Lecture 9: Errors in Decisions
Games against p-intelligent players
In real decision situations, we observe that decisions of
players are not optimal.
Reasons:
 Different levels of information.
 Lack of time (e.g., stock exchange).
One of the modeling approaches: games against a pintelligent players.
Definition:
A player behaving with probability p like a normatively
intelligent player and with probability 1-p like a random
mechanism will be called a p-intelligent player.
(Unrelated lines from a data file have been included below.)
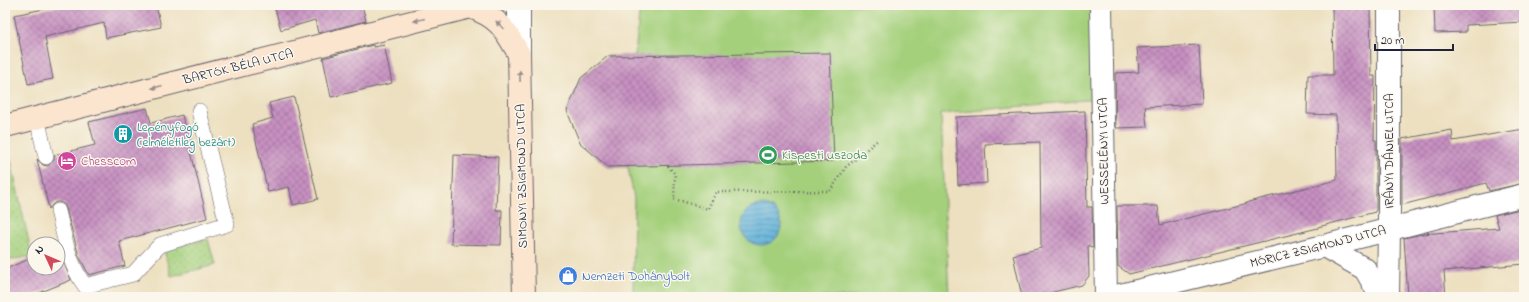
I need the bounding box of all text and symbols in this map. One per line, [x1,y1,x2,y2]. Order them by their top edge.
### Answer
one-way arrow [413,17,425,23]
one-way arrow [495,20,505,30]
scale bar [1375,26,1453,52]
text: 20 m [1381,32,1404,50]
street label: BARTÓK BÉLA UTCA [180,44,295,90]
one-way arrow [517,69,523,82]
one-way arrow [151,84,163,90]
street label: IRÁNYI DÁNIEL UTCA [1380,93,1399,209]
street label: WESSELÉNYI UTCA [1094,97,1114,205]
street label: SIMONYI ZSIGMOND UTCA [511,104,533,248]
place label: Lepényfogó (elméletileg bezárt) [137,118,235,153]
building icon: Lepényfogó (elméletileg bezárt) [112,123,134,145]
sports icon: Kispesti uszoda [757,144,779,166]
place label: Kispesti uszoda [782,146,867,165]
hotel icon: Chesscom [56,150,78,172]
place label: Chesscom [81,152,136,171]
street label: MÓRICZ ZSIGMOND UTCA [1248,221,1388,273]
north arrow [26,236,66,276]
text: N [31,242,48,258]
shop icon: Nemzeti Dohánybolt [557,265,579,287]
place label: Nemzeti Dohánybolt [582,267,691,287]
For p=0, player behaves as a random mechanism, for
p=1, he is an perfectly intelligent player.
It is not reasonable to apply the same strategies against
the p-intelligent players as against intelligent ones.
Approach P: optimal strategy of normatively intelligent
player is the row maximizing the mean value payoff
(only pure strategies are used).
Approach M: intelligent player applies mixed strategies.
Let us have matrix (constant-sum game):
3 3 3 3
7 1 7 7
3 1 −1 2
8 0 8 8
Player 1 (intelligent) observes strategy of player 2
s(p) = py* + (1 − p) r
y – Nash equilibrium strategy of player 2,
r – rectangular (uniform) distribution.
The equilibrium strategies are:
x* = (1, 0, 0, 0), y* = (0, 1, 0, 0).
If player 2 is p-intelligent, player 1 expects that player 2
is going to use the strategy:
s(p) = p(0, 1, 0, 0) + (1−p)(1/4, 1/4, 1/4, 1/4) =
= (0.25−0.25p, 0.25+0.75p, 0.25−0.25p, 0.25−0.25p).
We can show that:
 the first row is an optimal strategy if p > 5/9;
 the second row is an optimal strategy if 1/3 < p < 5/9;
 the fourth row is an optimal strategy if p < 1/3.